ELECTIONS, PIEGES A CONS

Afin de mieux apprécier la poussée du FN dans ces élections cantonales, il n’est pas inutile de se pencher sur ses résultats lors des scrutins antérieurs de même nature, marqués pour le parti frontiste par d’impressionnantes montagnes russes, reflets de ses soubresauts intérieurs et de la santé – bonne ou mauvaise - du système.

 

Comme seule la moitié des cantons est renouvelable à chaque fois, les élections cantonales sont fréquentes et les dernières éditions ont été marquées par des taux d’abstention de plus en plus élevés.

 

En 1982, ostracisé à mort par les médias, le FN fait 0,20%. Ceci est très embêtant pour la gauche qui a besoin d’un FN fort pour se maintenir au pouvoir au détriment de la droite. Donc Mitterrand va ouvrir en 1984 les vannes médiatiques à Le Pen (télés politiques aux heures de grande écoute, comme L’Heure de Vérité, si bien nommée, etc). Bien sûr, ça marche. Aux cantonales suivantes, en 1985, il passe à 8,85%. En 1988, on n’a plus tellement besoin de lui après sa prestation de deux années à l’Assemblée nationale, la droite classique a de nouveau le vent en poupe, il redescend à 5,25%.

 

En 1992, en raison de la fin de règne de Mitterrand qui s’éternise, avec son cortège d’affaires, et du travail sur le terrain mené par Mégret, il reprend des couleurs : 12,32% avec une bonne participation de 70%. Mais en 1994, il redescend à 9,88.

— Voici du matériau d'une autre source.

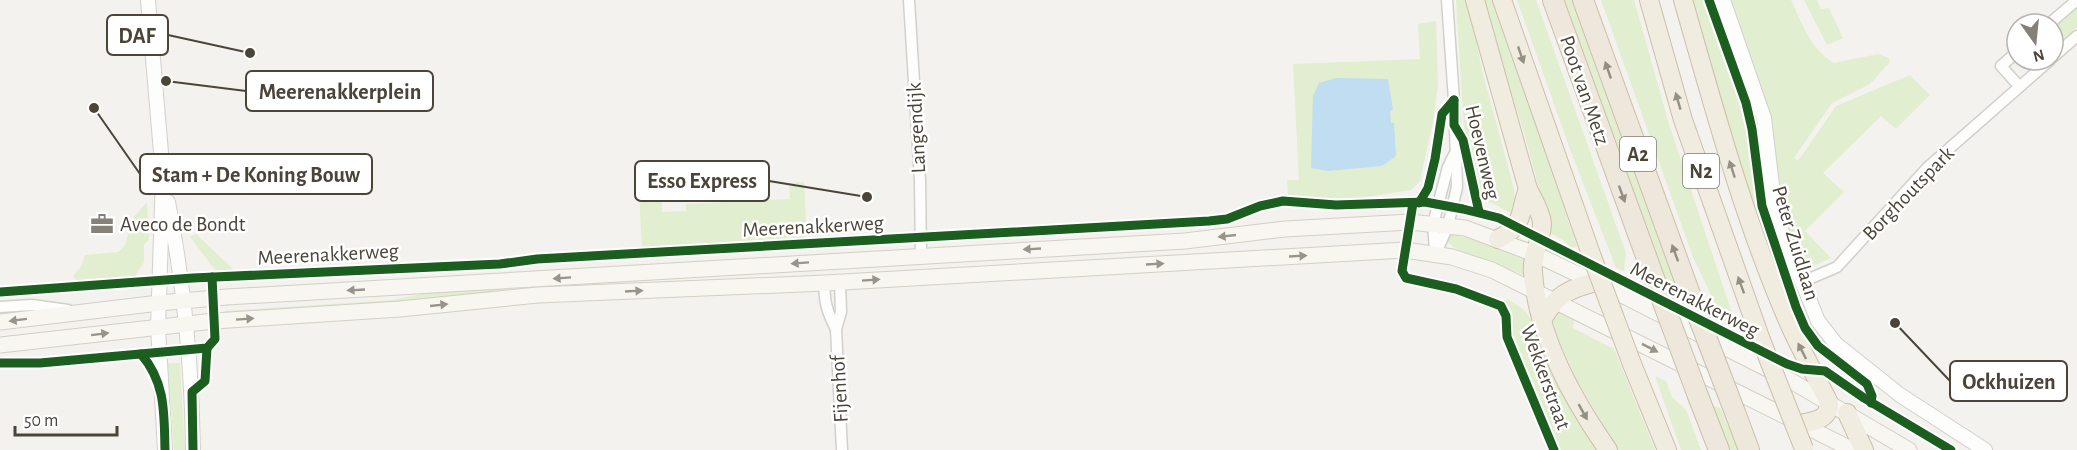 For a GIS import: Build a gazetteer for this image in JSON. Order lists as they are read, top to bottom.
{
  "streets": {
    "highway": ["Poot van Metz", "A2", "N2"],
    "main road": ["Meerenakkerweg"],
    "street": [
      "Langendijk",
      "Hoevenweg",
      "Borghoutspark",
      "Peter Zuidlaan",
      "Fijenhof"
    ],
    "cycle path": ["Wekkerstraat"]
  },
  "crossings": [
    ["Langendijk", "Meerenakkerweg"],
    ["Hoevenweg", "Meerenakkerweg"],
    ["N2", "Meerenakkerweg"],
    ["Borghoutspark", "Peter Zuidlaan"]
  ],
  "places": {
    "other": [
      "DAF",
      "Meerenakkerplein",
      "Stam + De Koning Bouw",
      "Esso Express",
      "Ockhuizen"
    ],
    "office": ["Aveco de Bondt"]
  },
  "scale_bar": "50 m",
  "north": "bottom"
} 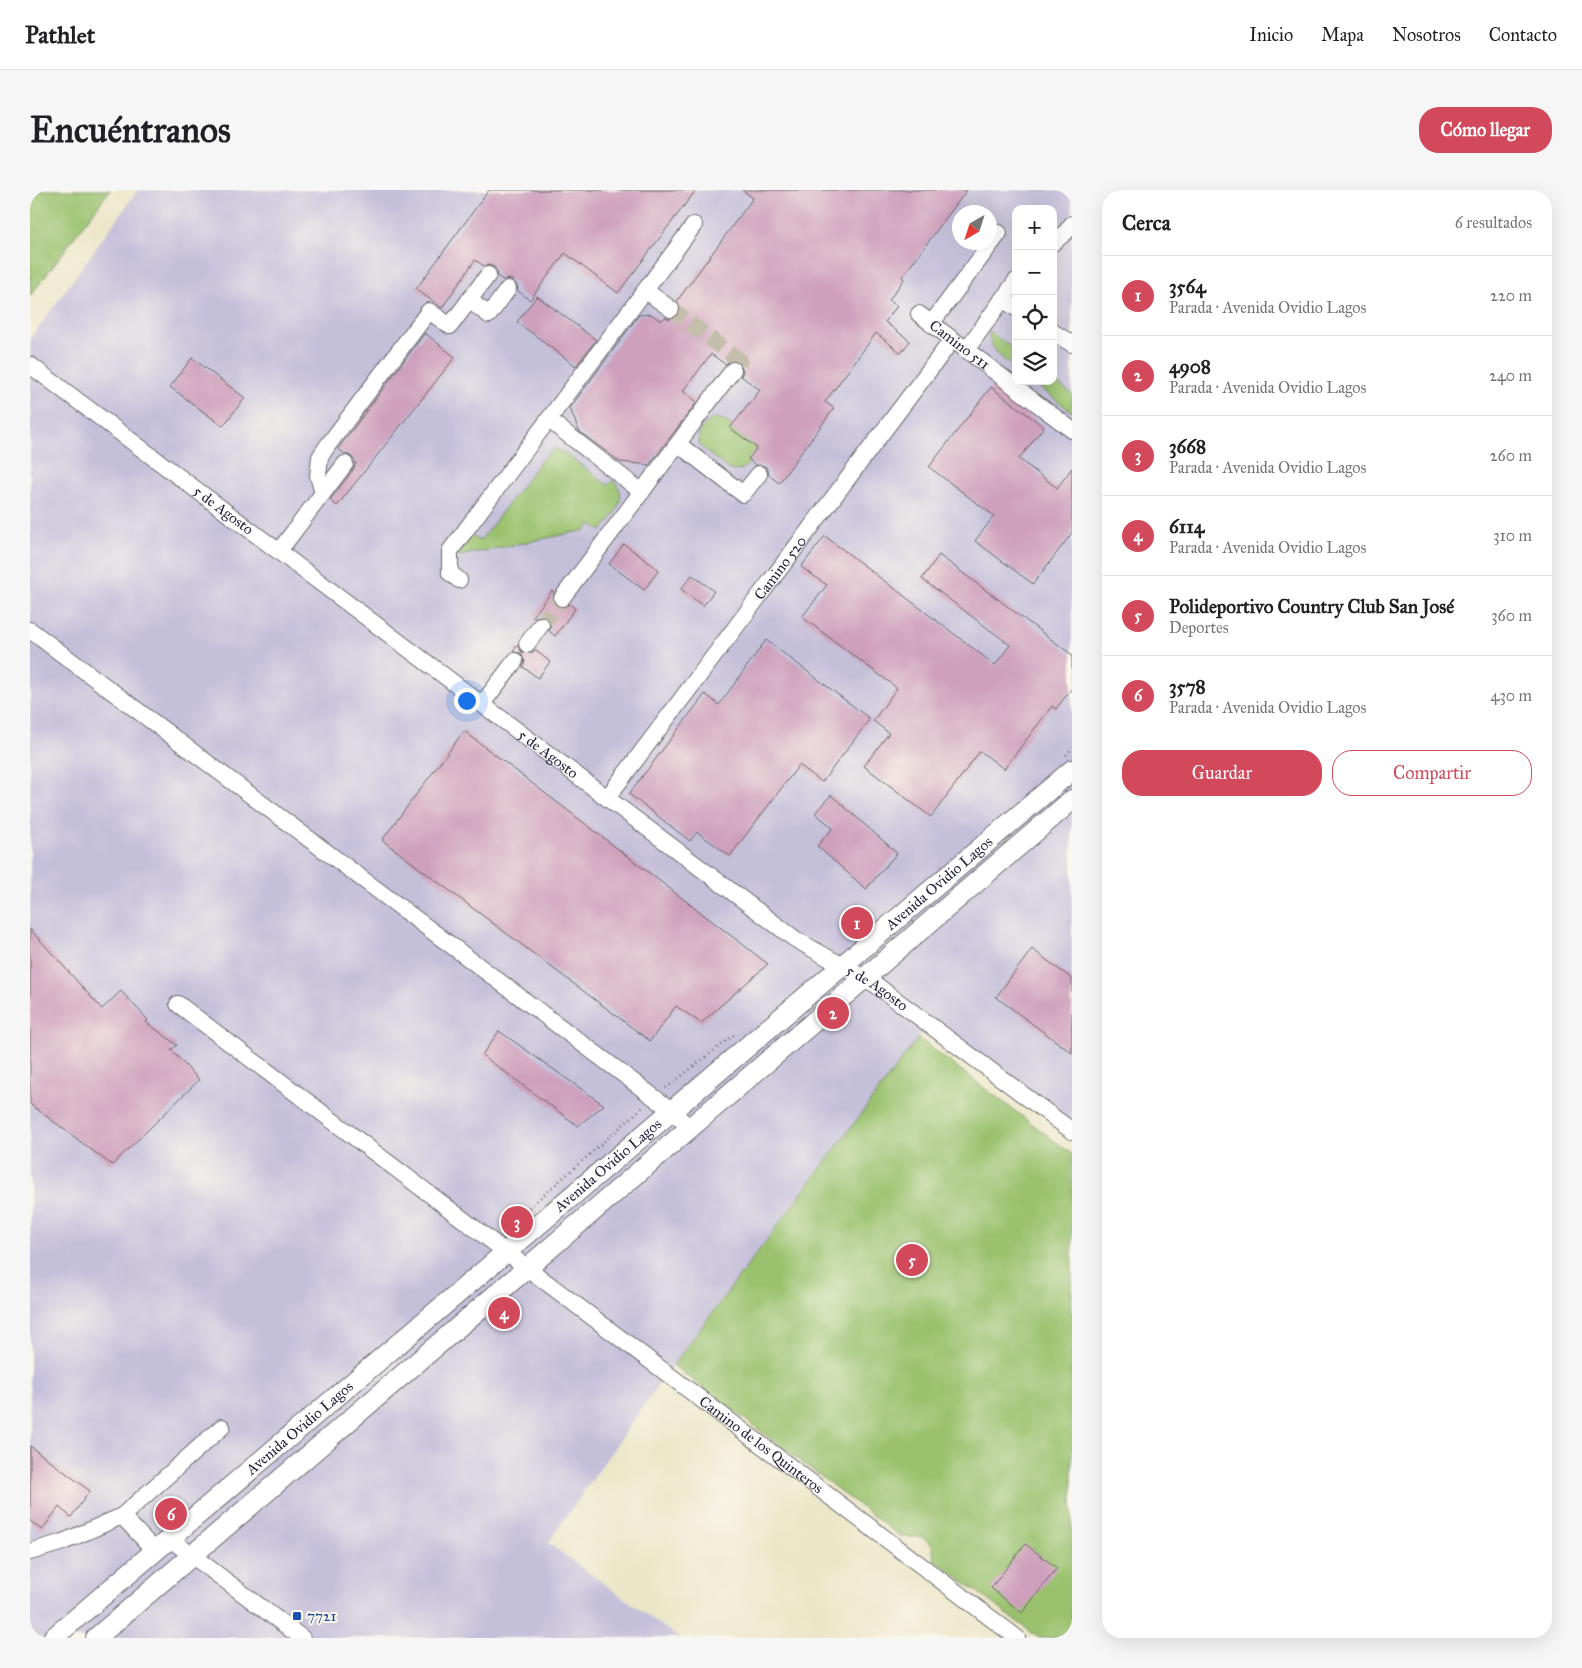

Il va connaître son heure de gloire en 1998 (avant la scission) : cette année-là, il se retrouve arbitre dans de nombreuses régions (car les cantonales sont couplées aux régionales), avec 13,58% des voix aux cantonales. Ce sera son meilleur taux avant celui d’hier.

 

Evidemment juste après, il y a la scission d’avec les mégrétistes et le FN va se dégonfler : 6,94% des voix en 2001 (2,96 pour le MNR). Il remonte bien en 2004 avec 12,12%. Mais l’effet Sarkozy le ramène provisoirement à ses plus bas niveaux en 2008 : 4,85%. Avec une bonne participation de 65%.

 

Donc, effectivement, le score de 15,18% atteint hier (sur une participation de 45%, un record là aussi) constitue son plus haut niveau dans ce type d’élection, mais ne fait jamais que 1,60% de plus qu’en 1998. Pas précisément un raz de marée. Et pourtant, le système, en ouvrant à la candidate qu’il avait choisie, devenue effectivement présidente du FN, une médiatisation exceptionnelle, n’a pas ménagé ses efforts pour en arriver là. Pourquoi ? S’agissant du clan de la gauche, on peut comprendre l’éternel jeu du qui perd gagne qui a toujours si bien marché. Mais le clan de la droite? Qu’a-t-il à y gagner ? Il faudrait donc admettre que les médias sont dans une écrasante majorité entre les mains du clan de la gauche ? Et à l'intérieur de ce clan, d’une « certaine » gauche ?

 

Ce que l’on peut conclure en tout cas, sans être un politologue distingué, de la faible participation, c’est le ras le bol généralisé des Français qui prennent de mieux en mieux conscience de la valeur réelle de la « démocratie » et qui sont de plus en plus nombreux à refuser de se prêter à ce jeu de dupes. On les a trop eus. Elections pièges à cons, ils ont fini par piger la justesse de la chose.

Commentaires

500 000 aujourd'hui ! Ca se fête, Anne ! Champagne ! fais-moi plaisir, passe-le message, même si, ce n'est pas une réflexion politique. Cordialement !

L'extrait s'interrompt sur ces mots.